招待客の中から有爵家当主4人が証人として立候補してくれた。
なんでも招待状に薬の持参を呼びかける記載があったのを見て、サウラー侯爵家に不信感を抱いたのだとか。
そして。
あのヘビは毒劇物と認定され。
サウラー侯爵家三男ヘイスティングと四男エヴァンスは、毒劇物管理法違反(毒劇物搬入教唆)で捕縛された。
侯爵は三男四男の監督不行き届きにより伯爵へと降爵。
王城内で会った際、恨みがましい目で見られた。
「まったく、どういう教育をすればヘビを投げる令嬢に育つのだ?」
「お言葉ですが侯爵。

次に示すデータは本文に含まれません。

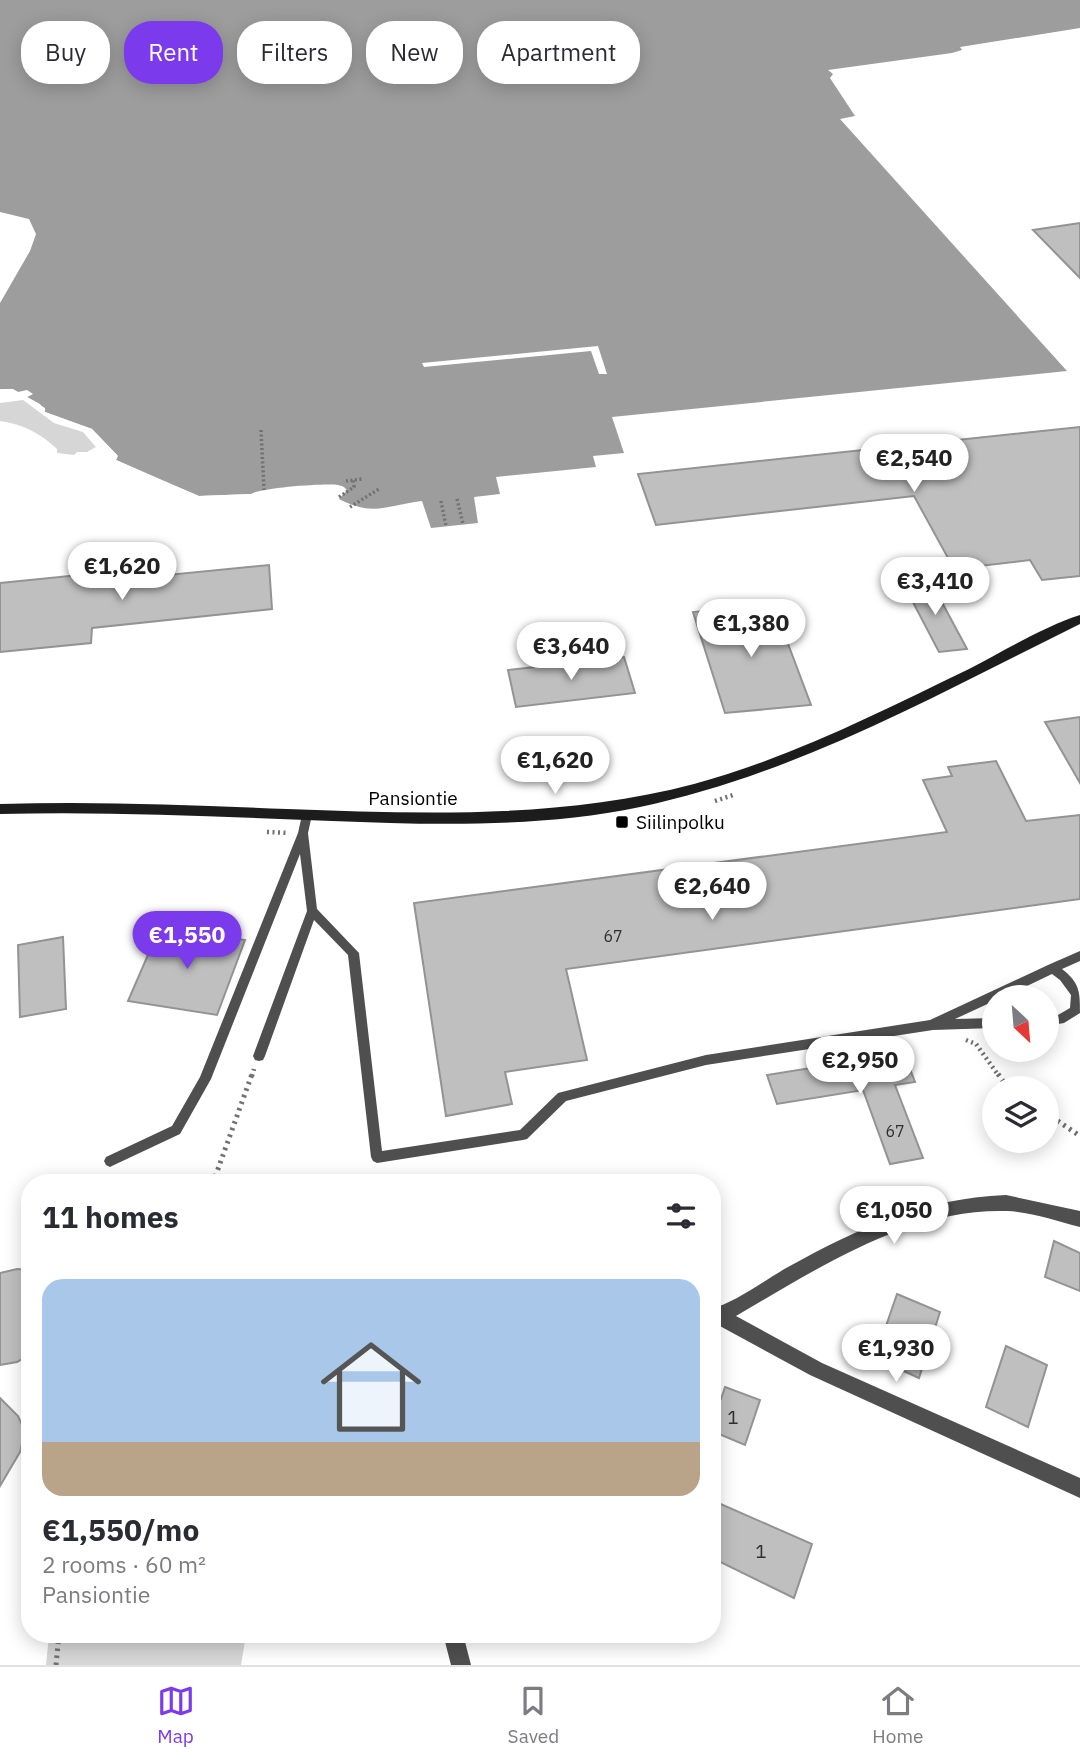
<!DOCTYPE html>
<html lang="en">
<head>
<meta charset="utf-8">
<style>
	:root { --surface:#fff; --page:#f2f2f3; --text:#2b2b33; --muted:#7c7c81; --line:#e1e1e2; --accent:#7c3aed }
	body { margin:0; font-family:"IBM Plex Sans",sans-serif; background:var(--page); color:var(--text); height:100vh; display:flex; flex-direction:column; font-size:26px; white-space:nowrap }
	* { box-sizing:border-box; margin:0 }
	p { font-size:23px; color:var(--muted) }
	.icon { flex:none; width:38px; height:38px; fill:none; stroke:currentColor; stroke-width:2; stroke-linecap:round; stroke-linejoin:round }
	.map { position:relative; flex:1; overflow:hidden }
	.drawer { position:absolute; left:21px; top:1174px; width:700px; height:469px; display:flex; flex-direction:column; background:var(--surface); border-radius:28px; box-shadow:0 4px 18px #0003 }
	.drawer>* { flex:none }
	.banner { position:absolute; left:21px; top:21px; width:700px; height:63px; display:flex; gap:14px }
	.needle { width:46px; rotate:154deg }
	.controls { position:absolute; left:982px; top:985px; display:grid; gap:14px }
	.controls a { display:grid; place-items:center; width:77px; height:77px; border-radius:50%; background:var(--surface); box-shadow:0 4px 18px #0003; font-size:35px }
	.price { position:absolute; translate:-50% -60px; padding:0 16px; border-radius:24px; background:#fff; color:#222; font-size:23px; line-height:46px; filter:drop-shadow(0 2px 4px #0008) }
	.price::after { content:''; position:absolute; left:50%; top:42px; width:21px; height:16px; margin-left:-10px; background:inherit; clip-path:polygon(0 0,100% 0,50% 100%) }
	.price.selected { background:var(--accent); color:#fff }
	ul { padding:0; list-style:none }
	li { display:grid; align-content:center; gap:14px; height:371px; padding:0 21px }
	li span { display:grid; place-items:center; height:217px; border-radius:21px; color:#555 }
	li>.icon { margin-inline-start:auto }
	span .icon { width:126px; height:126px; fill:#fffc; stroke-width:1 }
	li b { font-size:30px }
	h2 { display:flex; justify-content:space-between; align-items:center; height:84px; padding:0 21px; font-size:30px }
	.pill { padding:0 24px; border-radius:28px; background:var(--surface); box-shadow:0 4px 18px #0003; font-size:24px; line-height:63px }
	.pill.selected { background:var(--accent); color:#fff }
	.menu { display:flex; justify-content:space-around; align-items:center; height:98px; border-top:2px solid var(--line); background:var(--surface); font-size:19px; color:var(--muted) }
	.menu a { display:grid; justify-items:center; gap:4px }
	.menu .selected { color:var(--accent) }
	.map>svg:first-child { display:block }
	.green { fill:#d6d6d6 }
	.water { fill:#9d9d9d }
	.pier { fill:#fff }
	.building { fill:#bfbfbf; stroke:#939393; stroke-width:2 }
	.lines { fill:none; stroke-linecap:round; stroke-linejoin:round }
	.path-far2 { stroke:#717171; stroke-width:3.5; stroke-dasharray:2 2.5; stroke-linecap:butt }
	.path-far1 { stroke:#717171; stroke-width:4.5; stroke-dasharray:2 3.5; stroke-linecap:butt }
	.path { stroke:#717171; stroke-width:5; stroke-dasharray:2.5 4.5; stroke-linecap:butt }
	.lane { fill:#4f4f4f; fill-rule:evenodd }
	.street { fill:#4f4f4f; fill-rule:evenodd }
	.secondary { fill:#1c1c1c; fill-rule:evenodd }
	.poi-dot { fill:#000; stroke:#fff; stroke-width:2.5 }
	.labels { text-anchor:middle; stroke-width:5; stroke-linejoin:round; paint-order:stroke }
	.number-label { font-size:16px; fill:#303030 }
	.street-label { font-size:19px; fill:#000; stroke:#fff }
	.poi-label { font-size:19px; fill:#000; stroke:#fff; text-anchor:start }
	.near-number-label { font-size:19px; fill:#303030 }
</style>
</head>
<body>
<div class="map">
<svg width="1080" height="1665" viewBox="0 0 1080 1665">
	<rect width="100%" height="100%" fill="#fff"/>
	<path class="green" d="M23,400L54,423L83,432L96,447L87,452H77L74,455L57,453V449C40,433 23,424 0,421V403Z
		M49,1635V1634L246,1635L241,1665H46Z"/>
	<path class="water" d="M0,0H1080V28L960,47L962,50L952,53L828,70L833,74L830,78L855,116L840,119L1067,371L612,417L624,453L593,456L596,467L496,477L500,494L474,497L478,523L431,528L422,501C388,505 373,517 339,499L347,490C344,487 343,486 338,485C325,483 259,488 251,494L199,496L116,460L117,455L92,429L45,412V408L27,397L32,394L0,389V303L30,251L36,234L29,219L0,212Z"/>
	<path class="pier" d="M598,346L607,374H599L591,351L424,367L422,363Z
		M0,389H13L18,392L27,390L33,394L27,397L40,404L45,412L92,429L118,456L116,460L163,481L199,496L251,494L248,497L198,499L162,485L114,463V456L90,432L43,415L42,409L24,399V395L18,396Z"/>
	<path class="building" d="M1080,223V278L1033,230Z
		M1080,427V576L1042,580L1030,560L954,569L914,496L656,525L638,474Z
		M269,565L272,609L92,628L91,643L0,652V583L168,566V575Z
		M931,582L967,649L939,652L904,585Z
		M773,604L811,705L725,713L693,612Z
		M624,657L635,693L516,707L508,670Z
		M1080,717V783L1045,722Z
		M996,761L1026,821L1080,815V899L566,969L587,1060L505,1072L512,1104L446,1116L414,903L947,832L923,780L952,776L948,767Z
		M160,927L245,940L217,1015L128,1001Z
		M63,937L66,1009L20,1017L18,945Z
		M904,1053L915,1082L895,1085L923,1158L890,1164L863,1090L777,1104L767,1075Z
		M1054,1241L1080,1253V1291L1045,1277Z
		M17,1269L30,1270V1355L17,1362L0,1365V1273Z
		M897,1294L940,1312L919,1378L875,1358Z
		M1006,1346L1047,1365L1028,1427L986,1407Z
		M725,1387L760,1400L745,1445L712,1431V1395L721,1399Z
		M0,1398L18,1416L23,1427V1440L20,1452L0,1486Z
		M716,1502L812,1544L794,1598L712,1558V1515Z"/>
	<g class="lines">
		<path class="path-far2" d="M261,430L264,490
			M346,481L362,479
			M339,497L354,487L353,480
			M457,499L463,524
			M441,501L446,526
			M350,507L379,489"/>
		<path class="path-far1" d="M715,801L733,795
			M267,832L289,833
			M966,1040L976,1044L999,1076
			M252,1076L254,1069"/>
		<path class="path" d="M998,1074L1008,1088
			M1046,1113L1080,1136
			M213,1183L252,1074
			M56,1665L59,1634"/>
		<path class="lane" d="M307,811L312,815L308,833L317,909L359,953L382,1151L520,1130L558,1093L706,1055L930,1020L1048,965L1080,951V961L1062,969C1080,983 1080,992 1080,1013L1064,1023L1046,1026V1016L1058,1015L1070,1008L1071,995L1060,980L1052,974L1002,998H994V1001L955,1019L994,1018V1028L933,1030L706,1065L566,1101L527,1139L523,1140L377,1163L373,1161L371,1157L348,955L314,920L265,1056L263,1060L259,1061L255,1060L253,1056L307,911L300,854L211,1079L180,1134L114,1165L110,1167L106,1165L104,1161L106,1157L172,1126L200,1077L298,833L302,815Z"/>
		<path class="street" d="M1006,1195L1080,1211V1227C1056,1221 1032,1212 1007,1211C908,1208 819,1268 736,1316L822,1363L1080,1478V1498L810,1375L718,1325L712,1326V1308C733,1304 768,1278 788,1267C861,1227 921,1199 1006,1195Z
			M443,1634H463L471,1665H451Z"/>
		<path class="secondary" d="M1080,615V624C938,694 797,774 640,807C539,828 434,825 332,821C221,817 111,811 0,814V804C96,801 191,805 287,809C424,814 560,819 694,784C790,758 880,712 969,669C1002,652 1045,626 1080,615Z"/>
	</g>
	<rect class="poi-dot" x="615" y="815" width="14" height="14" rx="3.5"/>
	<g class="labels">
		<g class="number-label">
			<text x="613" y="942">67</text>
			<text x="895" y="1137">67</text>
		</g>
		<g class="street-label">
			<text x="413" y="805">Pansiontie</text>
		</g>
		<g class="poi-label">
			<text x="636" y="829">Siilinpolku</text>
		</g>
		<g class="near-number-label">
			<text x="733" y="1424">1</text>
			<text x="761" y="1558">1</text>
		</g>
	</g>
</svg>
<div class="controls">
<a><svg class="needle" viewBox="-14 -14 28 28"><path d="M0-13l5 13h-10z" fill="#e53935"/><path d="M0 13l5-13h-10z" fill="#7c7c81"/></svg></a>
<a><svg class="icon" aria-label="layers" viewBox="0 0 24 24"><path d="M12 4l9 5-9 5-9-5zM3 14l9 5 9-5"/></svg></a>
</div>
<b class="price" style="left:914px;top:494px">€2,540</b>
<b class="price" style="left:122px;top:602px">€1,620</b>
<b class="price" style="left:935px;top:617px">€3,410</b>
<b class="price" style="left:751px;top:659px">€1,380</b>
<b class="price" style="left:571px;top:682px">€3,640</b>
<b class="price" style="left:555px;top:796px">€1,620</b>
<b class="price" style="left:712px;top:922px">€2,640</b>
<b class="price selected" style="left:187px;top:971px">€1,550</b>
<b class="price" style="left:860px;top:1096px">€2,950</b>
<b class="price" style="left:894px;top:1246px">€1,050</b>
<b class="price" style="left:896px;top:1384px">€1,930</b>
<div class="banner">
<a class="pill">Buy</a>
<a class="pill selected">Rent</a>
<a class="pill">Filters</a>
<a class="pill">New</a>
<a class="pill">Apartment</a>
</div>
<section class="drawer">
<h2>11 homes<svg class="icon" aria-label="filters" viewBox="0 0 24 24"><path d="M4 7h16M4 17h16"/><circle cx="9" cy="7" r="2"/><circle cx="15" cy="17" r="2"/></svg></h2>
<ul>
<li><span style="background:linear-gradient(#a9c7e8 75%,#b9a48a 0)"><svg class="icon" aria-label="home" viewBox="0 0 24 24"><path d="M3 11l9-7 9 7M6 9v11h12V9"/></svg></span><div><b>€1,550/mo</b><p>2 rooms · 60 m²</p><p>Pansiontie</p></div></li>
</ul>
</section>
</div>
<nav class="menu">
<a class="selected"><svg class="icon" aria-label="map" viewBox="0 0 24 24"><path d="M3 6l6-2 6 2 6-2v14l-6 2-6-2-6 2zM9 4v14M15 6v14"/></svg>Map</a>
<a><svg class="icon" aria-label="saved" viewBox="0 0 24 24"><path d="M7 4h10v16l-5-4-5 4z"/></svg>Saved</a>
<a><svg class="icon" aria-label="home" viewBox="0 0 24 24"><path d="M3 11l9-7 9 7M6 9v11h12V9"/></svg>Home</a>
</nav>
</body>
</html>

どういう教育をすれば、訪問先の令嬢の事を『武人の娘が育てた継子がおしとやかなはずがない』と訪問先退出前に嘲笑できるように育つのでしょう?これを末の孫娘が聞いてしまって激怒し、ヘビ投げに至ったわけです。そもそもの発端はそちらのご子息である事を、ゆめゆめお忘れなきよう」
どうやら四男は自分に都合のいいよう父親に報告していたようだった。
ハマー伯爵家と縁続きにならずに済んでよかったと思う他ない。
今回出てきたヘビは、架空のものです。
ですので名前をつけておりません。
こんな厄介なヘビ、実在はしませんのでご安心ください。
(……できるかー!)
なお、初っぱな(5行め……?)の『招待j』は誤字ではありません。